■ **About this task**
The answer should contain each record below, repeated exactly.

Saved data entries
* * *
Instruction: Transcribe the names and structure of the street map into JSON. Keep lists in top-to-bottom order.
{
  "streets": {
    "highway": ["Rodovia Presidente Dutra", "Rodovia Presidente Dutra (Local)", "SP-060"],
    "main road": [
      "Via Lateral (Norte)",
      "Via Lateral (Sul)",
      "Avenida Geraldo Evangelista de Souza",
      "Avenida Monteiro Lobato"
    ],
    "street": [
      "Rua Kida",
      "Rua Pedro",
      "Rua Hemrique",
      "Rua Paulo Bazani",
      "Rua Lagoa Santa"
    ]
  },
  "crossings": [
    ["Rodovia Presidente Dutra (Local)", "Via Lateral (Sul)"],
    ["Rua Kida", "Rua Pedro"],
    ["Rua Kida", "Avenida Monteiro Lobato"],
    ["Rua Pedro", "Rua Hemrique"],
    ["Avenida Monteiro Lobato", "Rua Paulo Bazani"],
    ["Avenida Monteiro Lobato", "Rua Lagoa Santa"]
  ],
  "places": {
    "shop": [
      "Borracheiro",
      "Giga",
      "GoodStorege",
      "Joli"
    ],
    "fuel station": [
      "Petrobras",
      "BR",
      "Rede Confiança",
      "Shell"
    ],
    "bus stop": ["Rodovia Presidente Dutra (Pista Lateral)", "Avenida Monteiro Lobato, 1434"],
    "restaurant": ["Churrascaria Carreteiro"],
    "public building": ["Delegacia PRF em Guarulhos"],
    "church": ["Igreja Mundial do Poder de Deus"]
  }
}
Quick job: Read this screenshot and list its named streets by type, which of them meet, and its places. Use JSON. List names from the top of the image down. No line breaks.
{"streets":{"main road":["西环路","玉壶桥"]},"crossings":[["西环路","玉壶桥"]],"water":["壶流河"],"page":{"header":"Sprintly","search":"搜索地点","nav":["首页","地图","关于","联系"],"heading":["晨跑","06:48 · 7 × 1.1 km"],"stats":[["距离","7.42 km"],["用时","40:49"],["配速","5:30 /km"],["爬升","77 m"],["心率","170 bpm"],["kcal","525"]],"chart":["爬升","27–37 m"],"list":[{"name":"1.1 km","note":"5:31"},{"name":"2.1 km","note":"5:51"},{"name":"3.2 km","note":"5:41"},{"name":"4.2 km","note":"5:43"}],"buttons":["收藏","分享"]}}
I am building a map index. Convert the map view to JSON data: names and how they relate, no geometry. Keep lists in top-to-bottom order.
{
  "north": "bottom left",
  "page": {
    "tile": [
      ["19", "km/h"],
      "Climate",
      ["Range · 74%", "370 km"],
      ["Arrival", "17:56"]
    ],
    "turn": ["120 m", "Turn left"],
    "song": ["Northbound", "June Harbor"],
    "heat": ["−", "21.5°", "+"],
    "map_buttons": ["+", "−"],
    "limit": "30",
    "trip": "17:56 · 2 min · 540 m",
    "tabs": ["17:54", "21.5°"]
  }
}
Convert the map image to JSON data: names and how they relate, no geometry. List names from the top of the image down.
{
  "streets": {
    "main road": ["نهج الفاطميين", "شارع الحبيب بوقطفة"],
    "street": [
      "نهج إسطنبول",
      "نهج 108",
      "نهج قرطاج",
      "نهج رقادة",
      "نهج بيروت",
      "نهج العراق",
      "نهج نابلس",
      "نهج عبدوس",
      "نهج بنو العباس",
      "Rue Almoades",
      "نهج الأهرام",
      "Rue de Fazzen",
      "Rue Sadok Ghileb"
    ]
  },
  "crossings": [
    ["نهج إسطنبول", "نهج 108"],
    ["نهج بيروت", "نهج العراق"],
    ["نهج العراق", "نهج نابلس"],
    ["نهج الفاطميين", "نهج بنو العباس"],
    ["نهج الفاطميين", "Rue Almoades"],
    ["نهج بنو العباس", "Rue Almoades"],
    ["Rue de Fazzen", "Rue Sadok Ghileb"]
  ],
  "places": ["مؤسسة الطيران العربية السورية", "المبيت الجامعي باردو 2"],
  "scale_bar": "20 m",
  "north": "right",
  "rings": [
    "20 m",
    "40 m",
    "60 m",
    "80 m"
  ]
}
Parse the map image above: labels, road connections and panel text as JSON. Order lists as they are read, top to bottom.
* * *
■ **Solution to the exercise**
Instruction: Transcribe the names and structure of the street map into JSON. Keep lists in top-to-bottom order.
{
  "streets": {
    "highway": ["Rodovia Presidente Dutra", "Rodovia Presidente Dutra (Local)", "SP-060"],
    "main road": [
      "Via Lateral (Norte)",
      "Via Lateral (Sul)",
      "Avenida Geraldo Evangelista de Souza",
      "Avenida Monteiro Lobato"
    ],
    "street": [
      "Rua Kida",
      "Rua Pedro",
      "Rua Hemrique",
      "Rua Paulo Bazani",
      "Rua Lagoa Santa"
    ]
  },
  "crossings": [
    ["Rodovia Presidente Dutra (Local)", "Via Lateral (Sul)"],
    ["Rua Kida", "Rua Pedro"],
    ["Rua Kida", "Avenida Monteiro Lobato"],
    ["Rua Pedro", "Rua Hemrique"],
    ["Avenida Monteiro Lobato", "Rua Paulo Bazani"],
    ["Avenida Monteiro Lobato", "Rua Lagoa Santa"]
  ],
  "places": {
    "shop": [
      "Borracheiro",
      "Giga",
      "GoodStorege",
      "Joli"
    ],
    "fuel station": [
      "Petrobras",
      "BR",
      "Rede Confiança",
      "Shell"
    ],
    "bus stop": ["Rodovia Presidente Dutra (Pista Lateral)", "Avenida Monteiro Lobato, 1434"],
    "restaurant": ["Churrascaria Carreteiro"],
    "public building": ["Delegacia PRF em Guarulhos"],
    "church": ["Igreja Mundial do Poder de Deus"]
  }
}
Quick job: Read this screenshot and list its named streets by type, which of them meet, and its places. Use JSON. List names from the top of the image down. No line breaks.
{"streets":{"main road":["西环路","玉壶桥"]},"crossings":[["西环路","玉壶桥"]],"water":["壶流河"],"page":{"header":"Sprintly","search":"搜索地点","nav":["首页","地图","关于","联系"],"heading":["晨跑","06:48 · 7 × 1.1 km"],"stats":[["距离","7.42 km"],["用时","40:49"],["配速","5:30 /km"],["爬升","77 m"],["心率","170 bpm"],["kcal","525"]],"chart":["爬升","27–37 m"],"list":[{"name":"1.1 km","note":"5:31"},{"name":"2.1 km","note":"5:51"},{"name":"3.2 km","note":"5:41"},{"name":"4.2 km","note":"5:43"}],"buttons":["收藏","分享"]}}
I am building a map index. Convert the map view to JSON data: names and how they relate, no geometry. Keep lists in top-to-bottom order.
{
  "north": "bottom left",
  "page": {
    "tile": [
      ["19", "km/h"],
      "Climate",
      ["Range · 74%", "370 km"],
      ["Arrival", "17:56"]
    ],
    "turn": ["120 m", "Turn left"],
    "song": ["Northbound", "June Harbor"],
    "heat": ["−", "21.5°", "+"],
    "map_buttons": ["+", "−"],
    "limit": "30",
    "trip": "17:56 · 2 min · 540 m",
    "tabs": ["17:54", "21.5°"]
  }
}
Convert the map image to JSON data: names and how they relate, no geometry. List names from the top of the image down.
{
  "streets": {
    "main road": ["نهج الفاطميين", "شارع الحبيب بوقطفة"],
    "street": [
      "نهج إسطنبول",
      "نهج 108",
      "نهج قرطاج",
      "نهج رقادة",
      "نهج بيروت",
      "نهج العراق",
      "نهج نابلس",
      "نهج عبدوس",
      "نهج بنو العباس",
      "Rue Almoades",
      "نهج الأهرام",
      "Rue de Fazzen",
      "Rue Sadok Ghileb"
    ]
  },
  "crossings": [
    ["نهج إسطنبول", "نهج 108"],
    ["نهج بيروت", "نهج العراق"],
    ["نهج العراق", "نهج نابلس"],
    ["نهج الفاطميين", "نهج بنو العباس"],
    ["نهج الفاطميين", "Rue Almoades"],
    ["نهج بنو العباس", "Rue Almoades"],
    ["Rue de Fazzen", "Rue Sadok Ghileb"]
  ],
  "places": ["مؤسسة الطيران العربية السورية", "المبيت الجامعي باردو 2"],
  "scale_bar": "20 m",
  "north": "right",
  "rings": [
    "20 m",
    "40 m",
    "60 m",
    "80 m"
  ]
}
Parse the map image above: labels, road connections and panel text as JSON. Order lists as they are read, top to bottom.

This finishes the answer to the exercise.